Perhaps something to cross post to the Remote and Rural Group to ask how they would view the balance between autonomy and systemic support.
wow steffan, good question.
I'll take a deep breath and post some thoughts.
I think we can teach people about leadership - the traits that produce effective leaders, the skillsets and mindsets, perhaps even investigate leadership dispositions. This remains a research base, however, until aspiring leaders enact these strategies. And internalising strategies that are effective in achieving outcomes can take time.So in (really) short, for me, leadership is action research as much as any other of our practices; implementing, reflecting, modifying, in a cycle.....
I will continue to mull over this...and happy to dialogue around others thoughts too!
Ah the nature / nurture query.
Is it also something that fits with leadership styles as in the things that Daniel Goleman talks about
then combined and overlaid with succession planning, leadership density and the sustainability of excellence within a school over successive leaders' terms of tenure that then would include the consideration of not just using different styles but are some styles better to be replicated and/or balanced with a predominant alternative style utilised by each successive leader?
Thank you Chesleigh. I agree, unless incentives are provided there will be difficulties staffing more remote schools in less attractive situations. Teachers are making quality of life decisions. The danger is that you create a tiered system of government schools with those unable to attract quality staff becoming residual in nature. What I like about staffing and my situation as an Independent School in WA is that I get people applying for a position in the College who want to be here and who ascribe to our culture and ethos. For example we advertised 4 middle school positions and had 370 applicants. We were able to select 'top gun' teachers from around Australia which has further invigorated the culture of excellence we are promoting in the College.
Yes it is very much about the provision of incentives that is the concern raised by the QTU as a response to the proposed policy announcement. I would be curious to know if Wyndham District High School is also a Public/Private WA school.

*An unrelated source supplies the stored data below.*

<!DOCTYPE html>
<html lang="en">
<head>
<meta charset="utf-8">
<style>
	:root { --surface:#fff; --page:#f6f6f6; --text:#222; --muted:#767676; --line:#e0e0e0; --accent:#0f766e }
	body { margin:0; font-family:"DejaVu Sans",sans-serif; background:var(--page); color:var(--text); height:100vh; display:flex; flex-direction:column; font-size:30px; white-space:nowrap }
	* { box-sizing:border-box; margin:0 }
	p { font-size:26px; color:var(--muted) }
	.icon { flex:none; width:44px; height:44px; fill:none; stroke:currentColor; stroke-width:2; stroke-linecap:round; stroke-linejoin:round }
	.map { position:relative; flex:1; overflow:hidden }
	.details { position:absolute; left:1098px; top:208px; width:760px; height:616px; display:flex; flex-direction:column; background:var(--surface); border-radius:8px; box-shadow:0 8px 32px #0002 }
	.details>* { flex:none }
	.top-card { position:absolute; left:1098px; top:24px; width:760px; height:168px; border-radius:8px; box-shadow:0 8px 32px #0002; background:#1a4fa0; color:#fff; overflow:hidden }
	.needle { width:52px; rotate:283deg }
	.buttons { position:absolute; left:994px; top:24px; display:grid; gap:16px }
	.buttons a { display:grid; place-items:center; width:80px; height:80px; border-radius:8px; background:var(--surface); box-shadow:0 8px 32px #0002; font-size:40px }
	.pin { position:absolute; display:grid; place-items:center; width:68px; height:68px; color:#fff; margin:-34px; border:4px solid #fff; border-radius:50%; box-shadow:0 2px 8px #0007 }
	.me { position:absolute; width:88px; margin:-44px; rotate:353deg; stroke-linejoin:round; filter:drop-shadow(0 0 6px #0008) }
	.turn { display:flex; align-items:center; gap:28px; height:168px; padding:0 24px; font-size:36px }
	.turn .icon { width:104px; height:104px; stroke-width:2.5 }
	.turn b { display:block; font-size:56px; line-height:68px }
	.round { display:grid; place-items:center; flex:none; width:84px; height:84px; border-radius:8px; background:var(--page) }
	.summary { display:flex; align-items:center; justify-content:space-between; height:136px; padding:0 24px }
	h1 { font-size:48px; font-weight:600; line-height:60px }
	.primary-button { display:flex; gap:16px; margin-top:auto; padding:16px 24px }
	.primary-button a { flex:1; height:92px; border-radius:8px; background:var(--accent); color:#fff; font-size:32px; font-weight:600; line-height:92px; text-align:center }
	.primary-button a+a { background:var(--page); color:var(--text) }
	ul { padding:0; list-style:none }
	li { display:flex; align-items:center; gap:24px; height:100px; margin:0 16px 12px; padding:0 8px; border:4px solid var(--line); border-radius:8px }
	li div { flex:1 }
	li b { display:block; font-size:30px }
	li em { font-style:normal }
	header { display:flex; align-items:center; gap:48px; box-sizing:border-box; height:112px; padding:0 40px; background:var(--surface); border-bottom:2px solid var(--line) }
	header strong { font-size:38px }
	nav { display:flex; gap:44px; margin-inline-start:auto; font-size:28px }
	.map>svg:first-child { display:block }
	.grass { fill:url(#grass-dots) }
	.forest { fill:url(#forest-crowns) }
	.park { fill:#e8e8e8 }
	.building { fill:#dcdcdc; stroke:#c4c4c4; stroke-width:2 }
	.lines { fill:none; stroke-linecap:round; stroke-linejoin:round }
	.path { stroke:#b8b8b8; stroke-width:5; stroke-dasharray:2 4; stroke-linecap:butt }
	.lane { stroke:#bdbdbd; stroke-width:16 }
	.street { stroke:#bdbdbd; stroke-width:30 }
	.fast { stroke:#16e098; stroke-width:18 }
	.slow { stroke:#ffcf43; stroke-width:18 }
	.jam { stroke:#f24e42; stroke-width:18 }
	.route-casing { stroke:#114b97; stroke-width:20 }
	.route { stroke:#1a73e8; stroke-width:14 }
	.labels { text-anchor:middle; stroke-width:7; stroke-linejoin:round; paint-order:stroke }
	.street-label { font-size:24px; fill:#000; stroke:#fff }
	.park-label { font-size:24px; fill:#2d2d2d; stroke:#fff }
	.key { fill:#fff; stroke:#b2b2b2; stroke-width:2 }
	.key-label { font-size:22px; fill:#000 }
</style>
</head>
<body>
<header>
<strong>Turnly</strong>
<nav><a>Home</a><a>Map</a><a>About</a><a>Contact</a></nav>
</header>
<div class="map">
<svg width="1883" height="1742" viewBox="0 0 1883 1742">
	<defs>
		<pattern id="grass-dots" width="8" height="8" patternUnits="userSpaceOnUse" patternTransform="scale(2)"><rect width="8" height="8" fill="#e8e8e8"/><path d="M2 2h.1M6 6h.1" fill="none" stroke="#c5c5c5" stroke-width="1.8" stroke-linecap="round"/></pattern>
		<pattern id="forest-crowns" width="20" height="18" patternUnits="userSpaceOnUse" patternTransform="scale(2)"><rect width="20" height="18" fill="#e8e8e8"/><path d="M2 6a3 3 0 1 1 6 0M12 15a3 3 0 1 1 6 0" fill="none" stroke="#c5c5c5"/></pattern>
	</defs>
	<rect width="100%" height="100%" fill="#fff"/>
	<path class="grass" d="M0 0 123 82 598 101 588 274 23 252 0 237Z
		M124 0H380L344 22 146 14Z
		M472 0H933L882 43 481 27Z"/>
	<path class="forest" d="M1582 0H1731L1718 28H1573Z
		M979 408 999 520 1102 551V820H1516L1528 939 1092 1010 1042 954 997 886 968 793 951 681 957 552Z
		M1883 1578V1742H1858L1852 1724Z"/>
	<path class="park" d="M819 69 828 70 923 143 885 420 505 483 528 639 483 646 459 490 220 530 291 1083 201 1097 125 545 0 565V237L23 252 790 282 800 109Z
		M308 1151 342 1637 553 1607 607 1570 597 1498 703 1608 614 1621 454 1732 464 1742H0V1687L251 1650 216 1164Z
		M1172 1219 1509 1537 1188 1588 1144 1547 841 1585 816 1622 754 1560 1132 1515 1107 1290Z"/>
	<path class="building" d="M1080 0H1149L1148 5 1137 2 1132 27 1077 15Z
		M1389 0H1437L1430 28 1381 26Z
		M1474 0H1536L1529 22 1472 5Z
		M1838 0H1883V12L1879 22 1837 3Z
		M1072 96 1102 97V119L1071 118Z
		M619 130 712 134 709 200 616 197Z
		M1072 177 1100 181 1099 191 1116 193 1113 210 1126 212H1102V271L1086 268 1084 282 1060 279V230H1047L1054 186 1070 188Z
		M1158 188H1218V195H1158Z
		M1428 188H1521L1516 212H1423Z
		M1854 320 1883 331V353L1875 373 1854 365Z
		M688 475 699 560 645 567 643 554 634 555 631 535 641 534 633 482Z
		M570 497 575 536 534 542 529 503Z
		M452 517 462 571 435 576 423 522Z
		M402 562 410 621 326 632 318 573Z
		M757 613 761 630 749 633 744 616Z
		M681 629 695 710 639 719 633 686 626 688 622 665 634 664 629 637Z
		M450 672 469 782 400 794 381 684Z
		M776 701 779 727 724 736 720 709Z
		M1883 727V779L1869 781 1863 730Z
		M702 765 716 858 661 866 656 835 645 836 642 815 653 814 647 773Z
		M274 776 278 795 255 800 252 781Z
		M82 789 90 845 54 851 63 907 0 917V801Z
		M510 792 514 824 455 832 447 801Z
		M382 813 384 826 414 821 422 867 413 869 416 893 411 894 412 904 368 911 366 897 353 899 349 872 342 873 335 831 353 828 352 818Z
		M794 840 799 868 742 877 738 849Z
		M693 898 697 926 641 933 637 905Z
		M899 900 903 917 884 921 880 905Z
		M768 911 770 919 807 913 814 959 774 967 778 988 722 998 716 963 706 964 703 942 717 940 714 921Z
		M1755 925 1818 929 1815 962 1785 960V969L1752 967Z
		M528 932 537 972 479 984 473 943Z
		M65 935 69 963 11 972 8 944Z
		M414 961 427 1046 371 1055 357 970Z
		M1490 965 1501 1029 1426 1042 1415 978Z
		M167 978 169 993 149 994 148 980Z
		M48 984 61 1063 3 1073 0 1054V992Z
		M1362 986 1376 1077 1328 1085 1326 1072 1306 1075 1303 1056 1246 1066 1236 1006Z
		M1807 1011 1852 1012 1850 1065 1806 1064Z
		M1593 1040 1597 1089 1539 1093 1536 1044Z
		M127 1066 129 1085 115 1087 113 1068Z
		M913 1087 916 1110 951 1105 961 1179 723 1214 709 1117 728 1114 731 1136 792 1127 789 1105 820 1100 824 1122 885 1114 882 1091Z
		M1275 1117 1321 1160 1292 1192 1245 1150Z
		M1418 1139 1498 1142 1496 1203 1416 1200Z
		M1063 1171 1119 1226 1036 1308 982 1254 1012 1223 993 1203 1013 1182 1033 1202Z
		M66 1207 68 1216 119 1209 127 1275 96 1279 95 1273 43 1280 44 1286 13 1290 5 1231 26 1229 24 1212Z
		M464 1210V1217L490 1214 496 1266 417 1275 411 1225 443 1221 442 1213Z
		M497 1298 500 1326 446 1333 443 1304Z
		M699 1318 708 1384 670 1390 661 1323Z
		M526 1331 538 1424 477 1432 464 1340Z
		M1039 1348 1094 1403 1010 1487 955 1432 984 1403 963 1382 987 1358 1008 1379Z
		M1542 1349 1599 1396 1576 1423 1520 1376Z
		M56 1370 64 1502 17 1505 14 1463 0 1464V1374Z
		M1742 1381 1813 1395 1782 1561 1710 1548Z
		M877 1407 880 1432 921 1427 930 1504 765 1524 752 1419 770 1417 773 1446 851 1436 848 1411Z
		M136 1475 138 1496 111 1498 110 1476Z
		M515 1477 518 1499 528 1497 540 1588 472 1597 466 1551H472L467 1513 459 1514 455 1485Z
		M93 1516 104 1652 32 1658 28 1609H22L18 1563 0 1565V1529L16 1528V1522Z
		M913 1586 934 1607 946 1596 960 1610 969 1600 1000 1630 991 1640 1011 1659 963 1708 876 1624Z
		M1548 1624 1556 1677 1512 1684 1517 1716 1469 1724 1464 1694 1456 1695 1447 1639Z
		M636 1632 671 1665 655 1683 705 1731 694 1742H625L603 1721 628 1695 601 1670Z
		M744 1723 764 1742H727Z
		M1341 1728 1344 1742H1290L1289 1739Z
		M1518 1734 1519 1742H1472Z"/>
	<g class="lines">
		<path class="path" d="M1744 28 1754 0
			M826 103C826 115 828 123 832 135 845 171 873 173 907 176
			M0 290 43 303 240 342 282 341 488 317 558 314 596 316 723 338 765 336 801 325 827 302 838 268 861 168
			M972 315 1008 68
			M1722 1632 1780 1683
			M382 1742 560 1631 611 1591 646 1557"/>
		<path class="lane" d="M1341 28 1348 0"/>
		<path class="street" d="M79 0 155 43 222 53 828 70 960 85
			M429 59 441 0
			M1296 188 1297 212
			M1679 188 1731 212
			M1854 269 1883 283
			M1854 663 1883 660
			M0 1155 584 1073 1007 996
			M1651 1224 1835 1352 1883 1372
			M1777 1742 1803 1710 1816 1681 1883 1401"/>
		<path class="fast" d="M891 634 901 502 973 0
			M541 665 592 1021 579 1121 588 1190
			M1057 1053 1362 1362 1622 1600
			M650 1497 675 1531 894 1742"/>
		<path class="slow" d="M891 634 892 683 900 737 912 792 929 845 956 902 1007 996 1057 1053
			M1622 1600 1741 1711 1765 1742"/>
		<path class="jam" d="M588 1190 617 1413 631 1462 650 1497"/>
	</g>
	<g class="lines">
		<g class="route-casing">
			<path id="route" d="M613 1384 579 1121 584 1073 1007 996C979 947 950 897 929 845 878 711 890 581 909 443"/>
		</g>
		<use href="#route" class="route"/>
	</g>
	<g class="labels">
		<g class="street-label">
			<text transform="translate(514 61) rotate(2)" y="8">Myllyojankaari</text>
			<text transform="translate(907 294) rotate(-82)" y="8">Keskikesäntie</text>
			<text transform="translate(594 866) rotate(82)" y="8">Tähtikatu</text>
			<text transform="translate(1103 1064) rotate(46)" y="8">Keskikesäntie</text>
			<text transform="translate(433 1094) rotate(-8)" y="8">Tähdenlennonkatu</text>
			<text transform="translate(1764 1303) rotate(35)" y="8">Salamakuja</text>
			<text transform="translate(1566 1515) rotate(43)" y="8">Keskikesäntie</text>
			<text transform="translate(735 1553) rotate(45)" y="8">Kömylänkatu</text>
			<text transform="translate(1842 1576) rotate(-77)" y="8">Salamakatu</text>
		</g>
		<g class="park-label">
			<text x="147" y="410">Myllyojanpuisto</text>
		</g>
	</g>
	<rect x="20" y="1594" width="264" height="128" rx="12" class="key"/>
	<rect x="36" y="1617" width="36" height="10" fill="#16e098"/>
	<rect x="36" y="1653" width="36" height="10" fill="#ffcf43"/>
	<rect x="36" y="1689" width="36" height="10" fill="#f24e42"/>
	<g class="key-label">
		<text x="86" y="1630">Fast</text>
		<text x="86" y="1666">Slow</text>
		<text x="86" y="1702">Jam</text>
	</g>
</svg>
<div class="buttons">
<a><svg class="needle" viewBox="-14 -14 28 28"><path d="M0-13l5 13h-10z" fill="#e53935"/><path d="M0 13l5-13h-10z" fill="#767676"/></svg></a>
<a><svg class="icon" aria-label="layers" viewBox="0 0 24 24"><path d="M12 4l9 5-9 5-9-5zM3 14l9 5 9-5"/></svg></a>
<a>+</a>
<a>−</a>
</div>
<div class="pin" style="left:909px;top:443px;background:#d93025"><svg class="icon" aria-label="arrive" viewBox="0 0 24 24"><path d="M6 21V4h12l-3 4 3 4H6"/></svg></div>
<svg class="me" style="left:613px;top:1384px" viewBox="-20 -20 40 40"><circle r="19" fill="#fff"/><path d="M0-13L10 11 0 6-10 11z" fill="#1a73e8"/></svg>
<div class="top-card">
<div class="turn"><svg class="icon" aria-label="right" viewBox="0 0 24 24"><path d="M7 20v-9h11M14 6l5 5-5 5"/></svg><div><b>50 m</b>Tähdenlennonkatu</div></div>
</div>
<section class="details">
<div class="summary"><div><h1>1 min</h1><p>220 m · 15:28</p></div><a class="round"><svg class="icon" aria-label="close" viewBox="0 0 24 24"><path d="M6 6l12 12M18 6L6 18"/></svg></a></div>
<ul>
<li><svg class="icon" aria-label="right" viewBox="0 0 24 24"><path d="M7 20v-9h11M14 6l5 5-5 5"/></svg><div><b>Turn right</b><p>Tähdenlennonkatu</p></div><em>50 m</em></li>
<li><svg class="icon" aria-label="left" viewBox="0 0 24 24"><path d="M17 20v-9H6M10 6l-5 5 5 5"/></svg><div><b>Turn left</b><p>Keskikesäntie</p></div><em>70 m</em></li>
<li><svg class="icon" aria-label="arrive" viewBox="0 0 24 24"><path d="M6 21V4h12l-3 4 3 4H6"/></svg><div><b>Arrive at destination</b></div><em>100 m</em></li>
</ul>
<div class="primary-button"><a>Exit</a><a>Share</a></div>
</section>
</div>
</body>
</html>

Would you expect Wyndham District High School to get 370 applications for 4 positions. Ballajura Community College is located within Perth so I suspect that it would be viewed as a preferred location by many teachers. It is very much about the residualisation within a tiererd system as you mentioned. Great for the "haves" but for the "have nots" what is then offered and will that be enough?
Funny you should mention Wyndham Chesleigh. I was its principal in the heady days of the Karmel initiatives in education. In WA there are some remote incentives offered to schools like Wyndham. However, they could always be better! For example free housing would go a long way.
What a small world it is with so few degrees of separation sometimes.
Yes decent housing is always a major consideration, especially in some mining towns where the option may not even be a house but a relocatable or even a caravan.
Might give Rex a head up about this discussion.